Coco Chanel
de Bernard Marie Koltès
Création mondiale le 1er juin 2007 au Pot au Noir
En 1988, après Robert Zucco, B.M. Koltès avait plusieurs projets d’écriture restés à l’état d’esquisses.
L’un de ces projets, à peine développé, portait une dédicace à Coco Chanel.
Le texte met en scène une vision imaginée de Coco Chanel dans un dialogue avec sa domestique, Consuelo. On devine peu à peu que Coco est en train de mourir et le dialogue alors se grippe, l’affection se mêle à la cruauté.

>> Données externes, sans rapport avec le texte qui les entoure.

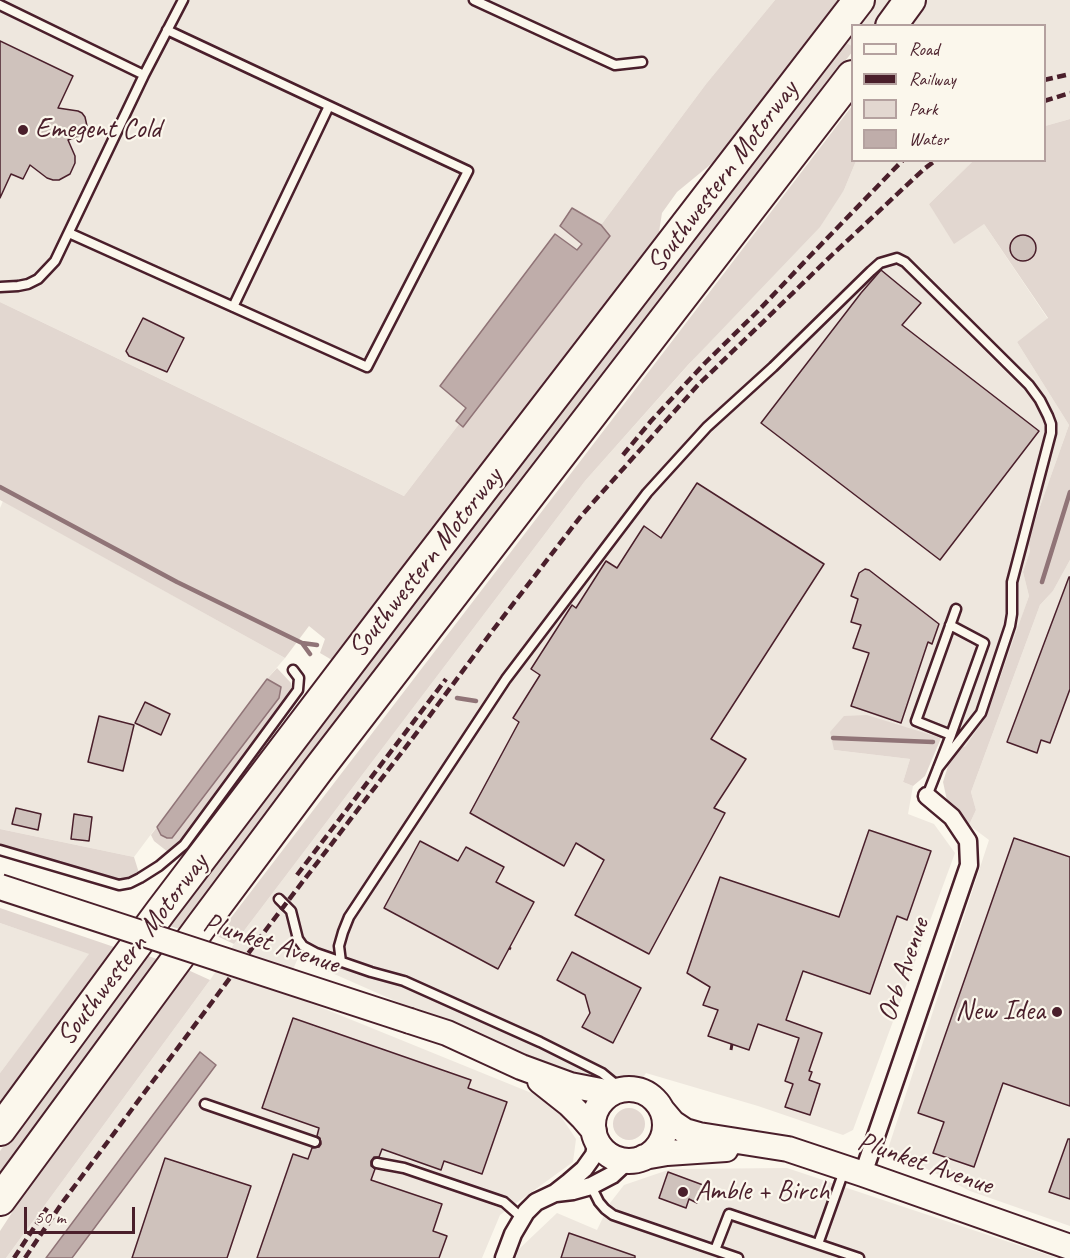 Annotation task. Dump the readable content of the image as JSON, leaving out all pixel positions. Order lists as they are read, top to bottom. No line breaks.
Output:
{"streets":{"highway":["Southwestern Motorway"],"main road":["Plunket Avenue"],"street":["Orb Avenue"]},"crossings":[["Plunket Avenue","Orb Avenue"]],"places":["Emegent Cold","New Idea","Amble + Birch"],"legend":["Road","Railway","Park","Water"],"scale_bar":"50 m"}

Consuelo prend les traits de la mort elle-même ou encore ceux de la jeunesse,
égoïste et insensible.
Tour à tour attachant, grotesque, fantasque, le personnage de Coco est traité par Koltès avec une réelle tendresse. Celui de Consuelo, plus énigmatique, renvoie sans cesse sa maîtresse à la réalité, avec un langage parfois proche de celui de la tragédie…
Cette courte pièce est une réflexion à la fois drôle, ironique et touchante sur la mort, son refus et les naïves tentatives de Coco pour l’éloigner.
Koltès lui-même se savait condamné. Il n’a pas eu le temps de l’achever.
Cette farce tragique n’a jamais été jouée auparavant.
La pièce Coco Chanel de B.M. Koltès peut être également précédée du monologue:
«Un apéritif avec Coco Chanel» écrit par Michal Laznovsky.